Last Saturday, we thought that we had enough of working non-stop and the daily routine of Ramallah, so we decided to go down to Jericho for BBQ. We found a friend who was willing to let us use their house, and so we went to enjoy our time. Coming back, we were stopped at the main checkpoint out of Jericho. Just because a friend had “Gaza” as the place of residence on his ID, we were not allowed to use that road. We were told to take a back road.

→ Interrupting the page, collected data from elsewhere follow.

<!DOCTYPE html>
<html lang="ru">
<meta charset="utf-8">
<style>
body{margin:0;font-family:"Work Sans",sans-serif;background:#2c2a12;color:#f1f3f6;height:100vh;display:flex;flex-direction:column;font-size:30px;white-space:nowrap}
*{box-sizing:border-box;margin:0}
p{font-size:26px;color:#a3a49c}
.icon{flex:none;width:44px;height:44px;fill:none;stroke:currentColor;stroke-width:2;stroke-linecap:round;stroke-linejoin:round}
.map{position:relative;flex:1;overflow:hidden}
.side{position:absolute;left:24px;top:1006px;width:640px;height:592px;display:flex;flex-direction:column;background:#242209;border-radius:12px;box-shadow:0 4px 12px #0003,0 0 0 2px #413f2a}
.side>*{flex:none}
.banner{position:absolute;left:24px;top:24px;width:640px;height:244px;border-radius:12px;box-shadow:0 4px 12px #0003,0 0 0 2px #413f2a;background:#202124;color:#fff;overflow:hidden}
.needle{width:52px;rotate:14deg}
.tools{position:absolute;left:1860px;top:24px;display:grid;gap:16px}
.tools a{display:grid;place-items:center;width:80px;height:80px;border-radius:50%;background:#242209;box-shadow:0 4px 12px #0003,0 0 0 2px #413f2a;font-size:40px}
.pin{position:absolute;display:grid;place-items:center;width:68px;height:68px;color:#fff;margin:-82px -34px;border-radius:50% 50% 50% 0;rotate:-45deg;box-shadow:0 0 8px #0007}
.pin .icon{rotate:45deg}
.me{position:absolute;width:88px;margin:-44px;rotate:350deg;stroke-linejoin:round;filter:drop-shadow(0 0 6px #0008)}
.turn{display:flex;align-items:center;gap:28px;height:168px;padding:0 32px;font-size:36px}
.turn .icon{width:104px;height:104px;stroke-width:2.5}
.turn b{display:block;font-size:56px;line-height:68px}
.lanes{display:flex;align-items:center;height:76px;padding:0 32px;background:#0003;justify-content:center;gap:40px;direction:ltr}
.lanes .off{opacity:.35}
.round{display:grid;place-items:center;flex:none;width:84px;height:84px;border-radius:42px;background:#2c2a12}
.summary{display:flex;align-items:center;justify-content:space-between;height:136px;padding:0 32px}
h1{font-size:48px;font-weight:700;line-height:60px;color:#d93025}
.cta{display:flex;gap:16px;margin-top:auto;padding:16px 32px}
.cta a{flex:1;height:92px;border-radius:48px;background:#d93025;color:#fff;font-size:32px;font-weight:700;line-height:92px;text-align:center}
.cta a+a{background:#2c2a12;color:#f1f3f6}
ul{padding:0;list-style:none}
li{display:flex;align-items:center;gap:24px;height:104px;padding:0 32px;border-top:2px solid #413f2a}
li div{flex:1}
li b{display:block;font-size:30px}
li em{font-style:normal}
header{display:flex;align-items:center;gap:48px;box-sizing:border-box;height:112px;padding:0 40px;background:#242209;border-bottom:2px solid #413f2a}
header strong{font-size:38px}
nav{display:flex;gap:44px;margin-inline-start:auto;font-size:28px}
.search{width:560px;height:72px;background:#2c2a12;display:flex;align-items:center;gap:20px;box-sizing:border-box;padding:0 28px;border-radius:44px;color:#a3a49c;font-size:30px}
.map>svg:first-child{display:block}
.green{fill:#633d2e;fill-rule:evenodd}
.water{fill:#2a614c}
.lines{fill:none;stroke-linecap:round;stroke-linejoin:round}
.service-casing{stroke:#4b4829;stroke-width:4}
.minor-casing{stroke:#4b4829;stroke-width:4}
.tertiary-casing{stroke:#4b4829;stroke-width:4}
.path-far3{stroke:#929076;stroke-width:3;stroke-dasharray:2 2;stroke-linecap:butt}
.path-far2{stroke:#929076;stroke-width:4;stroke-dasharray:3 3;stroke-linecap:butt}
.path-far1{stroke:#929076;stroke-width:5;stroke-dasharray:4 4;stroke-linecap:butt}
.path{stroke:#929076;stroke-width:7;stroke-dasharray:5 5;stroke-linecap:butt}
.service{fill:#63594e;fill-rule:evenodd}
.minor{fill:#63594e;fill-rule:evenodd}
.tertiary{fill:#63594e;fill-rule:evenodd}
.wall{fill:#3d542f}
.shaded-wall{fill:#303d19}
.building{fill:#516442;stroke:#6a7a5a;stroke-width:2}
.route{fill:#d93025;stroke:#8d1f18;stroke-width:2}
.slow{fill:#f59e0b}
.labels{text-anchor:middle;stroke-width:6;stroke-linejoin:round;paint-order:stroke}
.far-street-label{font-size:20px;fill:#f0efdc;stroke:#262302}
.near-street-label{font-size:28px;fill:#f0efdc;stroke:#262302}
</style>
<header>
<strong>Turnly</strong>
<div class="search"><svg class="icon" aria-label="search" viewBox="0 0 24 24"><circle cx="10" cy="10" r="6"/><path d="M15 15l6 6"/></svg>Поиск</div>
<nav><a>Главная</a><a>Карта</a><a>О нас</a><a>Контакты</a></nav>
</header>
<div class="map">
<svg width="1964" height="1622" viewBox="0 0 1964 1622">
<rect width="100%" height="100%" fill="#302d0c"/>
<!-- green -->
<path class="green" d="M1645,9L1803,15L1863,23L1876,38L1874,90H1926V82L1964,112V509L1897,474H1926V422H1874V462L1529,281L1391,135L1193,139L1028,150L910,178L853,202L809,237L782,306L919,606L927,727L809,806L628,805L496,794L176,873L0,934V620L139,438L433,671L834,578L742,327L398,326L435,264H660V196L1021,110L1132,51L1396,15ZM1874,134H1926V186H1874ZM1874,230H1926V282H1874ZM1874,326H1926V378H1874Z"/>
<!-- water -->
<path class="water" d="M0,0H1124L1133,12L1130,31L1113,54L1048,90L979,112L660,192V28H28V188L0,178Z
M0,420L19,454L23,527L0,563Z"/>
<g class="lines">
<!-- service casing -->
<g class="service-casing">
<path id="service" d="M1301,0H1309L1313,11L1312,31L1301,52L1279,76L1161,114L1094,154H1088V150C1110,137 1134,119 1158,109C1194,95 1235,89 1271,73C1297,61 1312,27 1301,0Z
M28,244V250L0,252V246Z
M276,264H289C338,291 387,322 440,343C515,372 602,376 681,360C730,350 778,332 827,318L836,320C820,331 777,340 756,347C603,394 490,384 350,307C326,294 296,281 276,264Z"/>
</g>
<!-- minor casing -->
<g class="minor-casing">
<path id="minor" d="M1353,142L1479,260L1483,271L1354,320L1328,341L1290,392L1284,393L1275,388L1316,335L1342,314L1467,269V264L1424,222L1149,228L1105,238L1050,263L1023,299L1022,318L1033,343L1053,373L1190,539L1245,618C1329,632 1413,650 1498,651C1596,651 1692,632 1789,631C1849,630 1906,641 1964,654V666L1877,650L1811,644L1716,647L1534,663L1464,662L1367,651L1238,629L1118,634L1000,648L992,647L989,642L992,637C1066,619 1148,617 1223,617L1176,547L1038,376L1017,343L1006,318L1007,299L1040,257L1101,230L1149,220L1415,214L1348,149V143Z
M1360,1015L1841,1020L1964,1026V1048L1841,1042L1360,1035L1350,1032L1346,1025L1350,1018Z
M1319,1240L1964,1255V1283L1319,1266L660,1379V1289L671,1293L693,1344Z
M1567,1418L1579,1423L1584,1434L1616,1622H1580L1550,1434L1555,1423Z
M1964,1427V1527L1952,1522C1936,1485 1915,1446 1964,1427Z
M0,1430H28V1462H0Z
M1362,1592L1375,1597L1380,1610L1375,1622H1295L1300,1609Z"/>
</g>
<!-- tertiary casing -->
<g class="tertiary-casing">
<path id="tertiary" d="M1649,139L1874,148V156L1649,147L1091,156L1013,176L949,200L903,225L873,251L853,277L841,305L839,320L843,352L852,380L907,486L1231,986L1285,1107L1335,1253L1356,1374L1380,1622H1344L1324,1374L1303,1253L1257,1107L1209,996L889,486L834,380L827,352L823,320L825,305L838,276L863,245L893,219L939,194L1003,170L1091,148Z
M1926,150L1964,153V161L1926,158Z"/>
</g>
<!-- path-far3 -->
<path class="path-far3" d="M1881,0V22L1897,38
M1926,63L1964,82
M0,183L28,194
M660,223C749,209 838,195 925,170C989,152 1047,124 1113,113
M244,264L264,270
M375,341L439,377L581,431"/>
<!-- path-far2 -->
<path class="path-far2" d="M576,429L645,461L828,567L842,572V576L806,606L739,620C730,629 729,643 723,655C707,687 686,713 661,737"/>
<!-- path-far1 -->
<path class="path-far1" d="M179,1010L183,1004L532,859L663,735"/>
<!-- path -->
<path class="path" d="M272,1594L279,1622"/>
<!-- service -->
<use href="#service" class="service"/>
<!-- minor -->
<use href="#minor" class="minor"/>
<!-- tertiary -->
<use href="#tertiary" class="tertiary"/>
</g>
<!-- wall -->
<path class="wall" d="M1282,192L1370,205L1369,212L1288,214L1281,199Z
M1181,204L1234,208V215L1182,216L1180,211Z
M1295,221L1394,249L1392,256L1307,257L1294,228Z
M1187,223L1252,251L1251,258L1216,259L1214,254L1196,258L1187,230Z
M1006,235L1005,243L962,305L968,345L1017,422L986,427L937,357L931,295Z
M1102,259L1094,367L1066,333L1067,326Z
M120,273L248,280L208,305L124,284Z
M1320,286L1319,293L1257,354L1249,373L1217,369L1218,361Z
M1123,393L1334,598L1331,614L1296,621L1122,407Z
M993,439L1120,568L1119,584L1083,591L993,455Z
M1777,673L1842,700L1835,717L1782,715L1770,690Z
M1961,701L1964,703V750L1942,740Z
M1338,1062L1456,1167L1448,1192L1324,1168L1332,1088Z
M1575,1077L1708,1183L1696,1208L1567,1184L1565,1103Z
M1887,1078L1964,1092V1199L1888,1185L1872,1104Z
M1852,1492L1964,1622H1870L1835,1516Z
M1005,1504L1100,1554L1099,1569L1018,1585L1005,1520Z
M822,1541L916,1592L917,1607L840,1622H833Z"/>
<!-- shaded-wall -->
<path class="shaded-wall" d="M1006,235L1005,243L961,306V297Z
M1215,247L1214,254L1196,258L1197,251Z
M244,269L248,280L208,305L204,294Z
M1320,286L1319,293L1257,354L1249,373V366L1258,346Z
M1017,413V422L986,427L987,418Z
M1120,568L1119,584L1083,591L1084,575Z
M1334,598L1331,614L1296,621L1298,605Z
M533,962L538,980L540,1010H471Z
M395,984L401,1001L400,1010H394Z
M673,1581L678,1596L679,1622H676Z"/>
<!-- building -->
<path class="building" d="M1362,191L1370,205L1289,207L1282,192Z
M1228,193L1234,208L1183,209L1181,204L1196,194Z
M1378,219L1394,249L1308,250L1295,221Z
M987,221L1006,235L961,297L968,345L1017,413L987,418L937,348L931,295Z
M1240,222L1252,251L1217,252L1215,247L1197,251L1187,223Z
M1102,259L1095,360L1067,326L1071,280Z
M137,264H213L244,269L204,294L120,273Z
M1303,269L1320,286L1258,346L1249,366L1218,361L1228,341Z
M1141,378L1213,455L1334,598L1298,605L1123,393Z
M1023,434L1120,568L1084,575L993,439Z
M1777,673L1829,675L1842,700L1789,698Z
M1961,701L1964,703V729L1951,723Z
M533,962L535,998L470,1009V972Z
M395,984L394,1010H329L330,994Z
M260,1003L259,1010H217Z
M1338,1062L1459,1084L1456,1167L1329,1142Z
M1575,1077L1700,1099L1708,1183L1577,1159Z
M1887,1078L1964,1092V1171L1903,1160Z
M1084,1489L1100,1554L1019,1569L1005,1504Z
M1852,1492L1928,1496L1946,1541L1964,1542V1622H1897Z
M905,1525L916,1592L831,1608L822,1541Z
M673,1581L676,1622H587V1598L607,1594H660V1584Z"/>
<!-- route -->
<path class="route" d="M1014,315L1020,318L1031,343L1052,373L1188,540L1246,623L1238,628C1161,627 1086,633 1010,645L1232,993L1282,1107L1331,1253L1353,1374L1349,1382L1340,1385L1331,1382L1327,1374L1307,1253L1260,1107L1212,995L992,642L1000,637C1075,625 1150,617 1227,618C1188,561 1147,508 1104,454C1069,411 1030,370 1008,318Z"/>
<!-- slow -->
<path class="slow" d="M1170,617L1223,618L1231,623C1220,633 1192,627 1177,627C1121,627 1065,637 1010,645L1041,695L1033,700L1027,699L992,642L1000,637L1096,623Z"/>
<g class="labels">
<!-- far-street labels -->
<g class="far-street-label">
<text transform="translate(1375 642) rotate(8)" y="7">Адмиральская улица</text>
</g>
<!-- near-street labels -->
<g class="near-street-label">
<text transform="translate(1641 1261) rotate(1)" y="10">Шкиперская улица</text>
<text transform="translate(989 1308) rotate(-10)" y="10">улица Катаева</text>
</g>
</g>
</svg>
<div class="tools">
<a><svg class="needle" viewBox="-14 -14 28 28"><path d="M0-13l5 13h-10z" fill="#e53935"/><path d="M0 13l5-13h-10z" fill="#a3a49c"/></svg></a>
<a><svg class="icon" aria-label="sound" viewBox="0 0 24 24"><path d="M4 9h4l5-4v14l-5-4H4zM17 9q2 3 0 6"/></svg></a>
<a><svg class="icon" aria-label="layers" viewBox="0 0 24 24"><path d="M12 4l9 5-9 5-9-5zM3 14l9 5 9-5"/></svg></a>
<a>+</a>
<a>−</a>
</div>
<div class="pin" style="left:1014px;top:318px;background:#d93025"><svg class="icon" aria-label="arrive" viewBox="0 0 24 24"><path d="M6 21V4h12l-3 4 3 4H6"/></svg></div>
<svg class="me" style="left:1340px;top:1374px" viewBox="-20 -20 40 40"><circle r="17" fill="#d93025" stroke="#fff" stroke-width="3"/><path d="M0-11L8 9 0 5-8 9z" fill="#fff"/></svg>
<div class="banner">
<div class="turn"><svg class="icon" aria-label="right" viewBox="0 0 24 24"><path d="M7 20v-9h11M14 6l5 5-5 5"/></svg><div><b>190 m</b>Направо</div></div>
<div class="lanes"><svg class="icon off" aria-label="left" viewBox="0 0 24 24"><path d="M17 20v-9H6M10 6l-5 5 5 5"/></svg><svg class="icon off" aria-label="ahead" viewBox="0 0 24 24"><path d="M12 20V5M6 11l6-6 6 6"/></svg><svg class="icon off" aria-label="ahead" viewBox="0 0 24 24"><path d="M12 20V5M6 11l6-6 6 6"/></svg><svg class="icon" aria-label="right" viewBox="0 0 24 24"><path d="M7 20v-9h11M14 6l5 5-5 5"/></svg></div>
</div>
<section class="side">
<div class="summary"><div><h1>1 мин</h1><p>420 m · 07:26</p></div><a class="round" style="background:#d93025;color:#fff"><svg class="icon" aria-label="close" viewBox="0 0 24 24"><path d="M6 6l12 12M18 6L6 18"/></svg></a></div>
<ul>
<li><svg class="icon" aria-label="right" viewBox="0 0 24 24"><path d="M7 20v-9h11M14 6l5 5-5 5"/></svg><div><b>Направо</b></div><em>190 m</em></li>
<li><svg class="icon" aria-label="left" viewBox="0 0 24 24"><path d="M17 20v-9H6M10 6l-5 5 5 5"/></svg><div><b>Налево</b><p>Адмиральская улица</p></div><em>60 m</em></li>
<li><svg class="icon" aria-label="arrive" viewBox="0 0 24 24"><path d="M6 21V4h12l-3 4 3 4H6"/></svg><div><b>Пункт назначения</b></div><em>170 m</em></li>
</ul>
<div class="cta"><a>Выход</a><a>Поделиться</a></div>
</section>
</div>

At mid-night we arrived at another checkpoint in the middle of the desert. When confronted with the opportunity to make an event of their long night, the ten or so teenage-age soldiers who manned the checkpoint rushed to our car. “ID’s and get out of the car!” they demanded in a tone that gave a good idea of what was to come. They started searching the car so violently as if it was an old box left in someone’s attic. When they found a bat in the booth, they saw it as an opportunity to make a fuss, and search everything else. The two knives we had to work on our BBQ were then treated as a murder weapon. Suddenly, their crowd turned violent for nothing other than amusement. We tried to reason with them, but with their astounding lack of ability to speak any other language other than Hebrew (except for one Druze soldier), all we got back were their kicks. For a while, and as the girls with us were frightened and crying, I thought that there are no limits to what we could expect that night. A game of chance between the Heavens and the devil, and our lives could be at stake. Each of them started playing his part of the game, and if his friends liked what he was doing they would join him, if not, they’d leave him alone.
It is not easy for someone to have to go through this. All the emotions that you could ever feel play with like a tape: Anger, sadness, humiliation, oppression, dispossession, fear, strength, worrying. Then you stop controlling these feelings and you start a series of incoherent actions: shouting, accepting their violence, hitting back, silence, defending yourself, obeying order and then disobeying them... all of this while you try to know where this will ever lead.
And you never know, even as they ask you to put your stuff back in the car and park on the side of the road. Or when you wait in the car and see them, done with you, trying to find amusement through fighting each other. You never can know until you leave with a limp that will last for few days and the cold desert wind blows into your car as you try to calm down your fears.